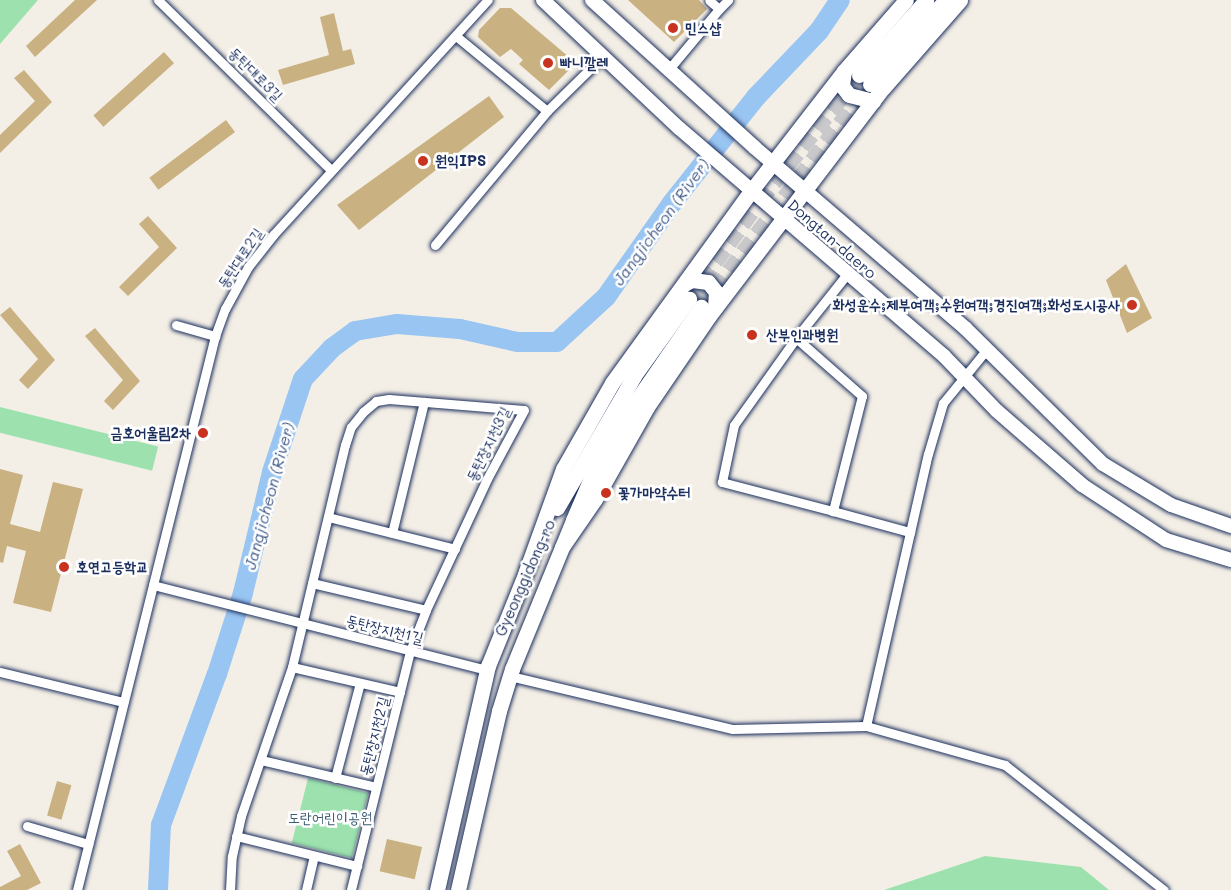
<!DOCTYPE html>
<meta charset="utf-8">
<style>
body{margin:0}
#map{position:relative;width:1231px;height:890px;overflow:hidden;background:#f4efe6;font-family:Mali,"Poor Story",sans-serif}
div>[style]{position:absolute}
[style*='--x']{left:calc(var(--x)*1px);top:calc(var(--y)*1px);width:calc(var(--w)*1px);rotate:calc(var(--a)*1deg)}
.green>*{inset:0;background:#9de2ae;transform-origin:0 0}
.river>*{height:20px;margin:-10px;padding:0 10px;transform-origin:10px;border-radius:10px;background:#99c5f2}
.building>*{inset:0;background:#cab181;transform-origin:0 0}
.primary-tunnel>*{height:15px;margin-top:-7.5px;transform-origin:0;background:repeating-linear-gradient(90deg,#c9c9cb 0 15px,transparent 0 23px)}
.roads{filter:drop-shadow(0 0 2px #1b2f5e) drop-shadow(0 0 2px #1b2f5e)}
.street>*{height:9px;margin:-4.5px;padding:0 4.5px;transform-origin:4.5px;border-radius:4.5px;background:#fff}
.secondary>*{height:14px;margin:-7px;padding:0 7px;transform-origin:7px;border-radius:7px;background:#fff}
.primary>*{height:15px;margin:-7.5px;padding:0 7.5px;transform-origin:7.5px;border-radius:7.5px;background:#fff}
.dots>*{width:16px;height:16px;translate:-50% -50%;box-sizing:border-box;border:3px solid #fff;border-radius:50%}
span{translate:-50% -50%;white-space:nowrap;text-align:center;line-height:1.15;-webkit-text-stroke:5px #fff;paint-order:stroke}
.poi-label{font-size:15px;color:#1b2f5e;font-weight:700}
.left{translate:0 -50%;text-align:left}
.right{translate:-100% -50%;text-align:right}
.street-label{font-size:15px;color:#1b2f5e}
.park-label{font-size:15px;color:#3c5c72}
.water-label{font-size:16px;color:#415c8a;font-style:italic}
</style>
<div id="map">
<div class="green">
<i style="clip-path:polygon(0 0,38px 0,0 44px)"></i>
<i style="left:0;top:407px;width:163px;height:25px;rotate:14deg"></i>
<i style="left:308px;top:778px;width:62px;height:67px;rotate:14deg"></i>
<i style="clip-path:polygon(985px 856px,1081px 867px,1109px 890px,884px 890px)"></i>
</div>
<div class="river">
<i style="--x:158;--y:890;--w:65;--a:-87.4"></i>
<i style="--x:161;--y:825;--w:161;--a:-69.7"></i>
<i style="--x:217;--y:674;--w:85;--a:-72.2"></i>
<i style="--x:243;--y:593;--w:124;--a:-76.5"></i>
<i style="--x:272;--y:472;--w:98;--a:-71.6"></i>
<i style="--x:303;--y:379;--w:42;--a:-46.9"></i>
<i style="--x:332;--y:348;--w:29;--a:-36"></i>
<i style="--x:355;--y:331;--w:43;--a:-9.5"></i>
<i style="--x:397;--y:324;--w:63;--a:4.5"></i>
<i style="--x:460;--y:329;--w:58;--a:12.8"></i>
<i style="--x:517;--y:342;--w:40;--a:0"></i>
<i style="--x:557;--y:342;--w:67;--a:-42.6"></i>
<i style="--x:606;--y:297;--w:115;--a:-54.9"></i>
<i style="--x:672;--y:203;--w:135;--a:-51.6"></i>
<i style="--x:756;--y:97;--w:91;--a:-46.3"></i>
<i style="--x:819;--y:31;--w:37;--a:-56"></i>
</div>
<div class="building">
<i style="clip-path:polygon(75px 0,97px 0,35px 57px,26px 46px)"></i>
<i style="clip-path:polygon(628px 0,699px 0,707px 9px,674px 42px)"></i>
<i style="clip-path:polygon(500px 8px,511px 8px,576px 63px,549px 90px,519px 64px,523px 60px,511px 49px,500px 57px,478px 37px,479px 30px)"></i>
<i style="clip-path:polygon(334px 13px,343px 51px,351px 49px,355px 64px,283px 85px,278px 70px,329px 55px,320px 17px)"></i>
<i style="left:164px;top:52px;width:15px;height:95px;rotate:48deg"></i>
<i style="clip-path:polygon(24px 70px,52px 102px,0 153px,0 135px,35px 101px,14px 78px)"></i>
<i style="clip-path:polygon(489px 96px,504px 117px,359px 230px,337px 205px)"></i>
<i style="left:226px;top:120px;width:15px;height:96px;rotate:53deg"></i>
<i style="clip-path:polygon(148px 216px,177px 248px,128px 296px,119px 287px,159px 247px,139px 224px)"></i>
<i style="clip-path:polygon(1126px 264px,1152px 318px,1127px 333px,1106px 280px)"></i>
<i style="clip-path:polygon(10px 307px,55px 360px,28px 389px,19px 380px,38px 359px,0 315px)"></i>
<i style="clip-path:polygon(95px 328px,140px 381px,113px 410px,104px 401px,123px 380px,85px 336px)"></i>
<i style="clip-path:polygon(0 469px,23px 475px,10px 524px,40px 532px,53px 482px,83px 489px,51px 612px,13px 603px,26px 551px,7px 546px,3px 563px,0 562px)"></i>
<i style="left:57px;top:781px;width:15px;height:36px;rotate:16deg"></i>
<i style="left:387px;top:839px;width:36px;height:33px;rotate:13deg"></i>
<i style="clip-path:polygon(20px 844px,41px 883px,27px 890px,0 890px,0 887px,21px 876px,7px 851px)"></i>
</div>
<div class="primary-tunnel">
<i style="--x:689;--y:299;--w:121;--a:-54.1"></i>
<i style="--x:760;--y:201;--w:160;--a:-51.8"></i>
<i style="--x:701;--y:307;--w:273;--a:-53"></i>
</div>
<div class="roads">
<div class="street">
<i style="--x:158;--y:0;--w:243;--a:44.5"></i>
<i style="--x:719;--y:9;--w:13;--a:-45"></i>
<i style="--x:456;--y:36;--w:118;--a:39.5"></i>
<i style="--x:669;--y:69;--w:78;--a:-50.2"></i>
<i style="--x:719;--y:9;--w:13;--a:-138"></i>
<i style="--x:435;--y:245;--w:175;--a:-50.1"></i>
<i style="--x:547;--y:111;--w:78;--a:-44.5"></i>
<i style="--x:176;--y:325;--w:41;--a:15.8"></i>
<i style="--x:796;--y:338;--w:88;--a:41.3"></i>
<i style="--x:862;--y:396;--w:119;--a:104.2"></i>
<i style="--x:833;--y:511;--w:115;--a:-165.4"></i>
<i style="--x:722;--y:482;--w:58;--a:-78.1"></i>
<i style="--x:734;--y:425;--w:107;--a:-54.5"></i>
<i style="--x:796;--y:338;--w:82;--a:-51.4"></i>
<i style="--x:833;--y:511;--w:80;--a:15.3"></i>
<i style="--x:328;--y:517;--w:131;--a:14.1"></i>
<i style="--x:392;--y:533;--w:135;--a:-76.3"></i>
<i style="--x:312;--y:583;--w:117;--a:13.3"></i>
<i style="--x:153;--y:585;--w:345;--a:14.3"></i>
<i style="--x:292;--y:667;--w:111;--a:13"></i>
<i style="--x:0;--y:672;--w:127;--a:13.7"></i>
<i style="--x:510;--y:676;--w:229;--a:13.4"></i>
<i style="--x:733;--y:729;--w:133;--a:-1.3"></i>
<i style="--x:866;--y:726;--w:279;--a:-77.2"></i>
<i style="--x:928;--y:454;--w:53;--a:-73.6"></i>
<i style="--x:943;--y:403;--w:70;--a:-50.8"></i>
<i style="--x:866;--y:726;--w:144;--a:15.7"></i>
<i style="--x:1005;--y:765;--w:202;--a:38.2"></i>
<i style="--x:261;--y:760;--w:118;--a:13.2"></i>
<i style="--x:335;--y:778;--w:98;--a:-75.3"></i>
<i style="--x:27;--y:826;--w:64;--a:16.4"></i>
<i style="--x:236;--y:836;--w:125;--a:13.9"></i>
<i style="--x:77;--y:890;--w:571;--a:-76.01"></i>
<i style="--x:215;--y:336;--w:29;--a:-70"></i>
<i style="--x:225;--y:309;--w:48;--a:-61.3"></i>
<i style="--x:248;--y:267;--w:42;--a:-51.8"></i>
<i style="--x:274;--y:234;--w:317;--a:-47.6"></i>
<i style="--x:230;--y:890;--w:34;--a:-87"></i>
<i style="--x:232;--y:856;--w:41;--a:-77.3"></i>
<i style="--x:241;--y:816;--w:157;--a:-71.1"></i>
<i style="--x:292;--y:667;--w:228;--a:-76.6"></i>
<i style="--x:345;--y:445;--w:19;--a:-72"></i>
<i style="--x:351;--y:427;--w:19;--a:-51"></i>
<i style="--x:363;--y:412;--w:17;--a:-40"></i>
<i style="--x:376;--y:401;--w:13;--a:-9"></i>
<i style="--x:389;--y:399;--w:135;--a:4.7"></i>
<i style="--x:524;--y:410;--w:78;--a:118.2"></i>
<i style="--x:487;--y:479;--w:145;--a:115"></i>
<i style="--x:426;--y:610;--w:44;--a:111.3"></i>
<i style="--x:410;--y:651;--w:246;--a:103.9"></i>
<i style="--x:306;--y:890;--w:35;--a:-77"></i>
</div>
<div class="secondary">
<i style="--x:543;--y:0;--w:187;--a:43.3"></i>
<i style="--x:679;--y:128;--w:350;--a:40.7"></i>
<i style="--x:944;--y:356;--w:76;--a:46.1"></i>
<i style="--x:997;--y:411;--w:113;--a:41"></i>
<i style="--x:1082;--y:485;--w:100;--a:33.2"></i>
<i style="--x:1166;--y:540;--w:68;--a:17.1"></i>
<i style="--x:592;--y:0;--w:219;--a:42.2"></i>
<i style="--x:754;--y:147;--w:279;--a:40.6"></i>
<i style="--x:966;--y:329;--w:192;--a:44.6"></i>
<i style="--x:1103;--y:464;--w:79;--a:31.1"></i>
<i style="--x:1171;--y:505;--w:64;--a:19.3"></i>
</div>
<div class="primary">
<i style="--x:844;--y:71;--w:15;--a:98"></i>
<i style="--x:842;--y:86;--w:11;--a:52"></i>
<i style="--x:849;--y:95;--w:25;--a:14"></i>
<i style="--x:859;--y:75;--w:101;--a:-48.2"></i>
<i style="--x:870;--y:84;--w:42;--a:-51.8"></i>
<i style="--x:896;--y:51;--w:69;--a:-45.6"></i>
<i style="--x:684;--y:284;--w:9;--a:-27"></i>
<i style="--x:692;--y:280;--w:16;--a:7"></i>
<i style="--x:708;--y:282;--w:13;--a:51"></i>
<i style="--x:716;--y:292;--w:16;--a:94"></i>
<i style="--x:557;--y:508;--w:153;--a:-59.7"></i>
<i style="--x:634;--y:376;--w:95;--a:-54.5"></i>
<i style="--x:562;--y:547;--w:58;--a:-55.5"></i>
<i style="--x:595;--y:499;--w:106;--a:-60.5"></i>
<i style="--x:647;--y:407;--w:110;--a:-55.7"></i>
<i style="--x:709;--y:316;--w:287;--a:-52.7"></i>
<i style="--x:883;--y:88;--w:117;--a:-48.8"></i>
<i style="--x:526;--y:571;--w:109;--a:-70.1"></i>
<i style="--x:563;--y:469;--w:99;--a:-60.3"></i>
<i style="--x:612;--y:383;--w:237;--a:-54.1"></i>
<i style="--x:751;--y:191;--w:152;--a:-52.2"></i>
<i style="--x:844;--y:71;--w:94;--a:-48.9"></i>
<i style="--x:437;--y:890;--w:230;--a:-77.2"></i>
<i style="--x:488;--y:666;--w:112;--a:-68"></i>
<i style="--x:458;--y:890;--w:184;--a:-77.1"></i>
<i style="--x:499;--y:711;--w:44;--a:-72.8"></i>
<i style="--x:512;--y:669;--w:161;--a:-67.7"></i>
<i style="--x:573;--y:520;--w:46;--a:-66.8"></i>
<i style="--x:591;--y:478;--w:70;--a:-60.9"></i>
<i style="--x:625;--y:417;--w:134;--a:-55.4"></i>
</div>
</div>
<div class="dots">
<i style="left:673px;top:28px;background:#c8321e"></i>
<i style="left:548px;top:63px;background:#c8321e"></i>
<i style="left:423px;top:161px;background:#c8321e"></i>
<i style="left:1132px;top:305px;background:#c8321e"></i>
<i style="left:752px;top:335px;background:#c8321e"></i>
<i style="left:203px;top:433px;background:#c8321e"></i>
<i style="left:606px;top:493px;background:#c8321e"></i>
<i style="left:64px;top:567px;background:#c8321e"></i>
</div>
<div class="poi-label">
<span class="left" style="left:685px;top:28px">민스샵</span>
<span class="left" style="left:560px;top:63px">빠니깔레</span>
<span class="left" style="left:435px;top:161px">원익IPS</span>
<span class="right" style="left:1120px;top:305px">화성운수;제부여객;수원여객;경진여객;화성도시공사</span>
<span class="left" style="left:766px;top:335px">산부인과병원</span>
<span class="right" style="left:191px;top:433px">금호어울림2차</span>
<span class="left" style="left:618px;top:493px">꽃가마약수터</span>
<span class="left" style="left:76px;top:567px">호연고등학교</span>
</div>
<div class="street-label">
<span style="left:256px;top:74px;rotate:45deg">동탄대로3길</span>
<span style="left:832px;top:239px;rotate:41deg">Dongtan-daero</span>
<span style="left:240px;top:258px;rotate:-56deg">동탄대로2길</span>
<span style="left:488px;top:444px;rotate:-64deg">동탄장지천3길</span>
<span style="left:525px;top:578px;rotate:-66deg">Gyeonggidong-ro</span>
<span style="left:385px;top:629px;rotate:14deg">동탄장지천1길</span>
<span style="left:374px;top:736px;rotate:-76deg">동탄장지천2길</span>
</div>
<div class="park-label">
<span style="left:330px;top:818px">도란어린이공원</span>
</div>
<div class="water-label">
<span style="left:661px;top:222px;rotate:-54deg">Jangjicheon (River)</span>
<span style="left:269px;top:496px;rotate:-75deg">Jangjicheon (River)</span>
</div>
</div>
* * *
→ Your goal
Leave the pictures out and please restate exactly the lines running from the start of the material through the one with "2px #1b2f5e) drop-shadow(0".

→ Your response
<!DOCTYPE html>
<meta charset="utf-8">
<style>
body{margin:0}
#map{position:relative;width:1231px;height:890px;overflow:hidden;background:#f4efe6;font-family:Mali,"Poor Story",sans-serif}
div>[style]{position:absolute}
[style*='--x']{left:calc(var(--x)*1px);top:calc(var(--y)*1px);width:calc(var(--w)*1px);rotate:calc(var(--a)*1deg)}
.green>*{inset:0;background:#9de2ae;transform-origin:0 0}
.river>*{height:20px;margin:-10px;padding:0 10px;transform-origin:10px;border-radius:10px;background:#99c5f2}
.building>*{inset:0;background:#cab181;transform-origin:0 0}
.primary-tunnel>*{height:15px;margin-top:-7.5px;transform-origin:0;background:repeating-linear-gradient(90deg,#c9c9cb 0 15px,transparent 0 23px)}
.roads{filter:drop-shadow(0 0 2px #1b2f5e) drop-shadow(0 0 2px #1b2f5e)}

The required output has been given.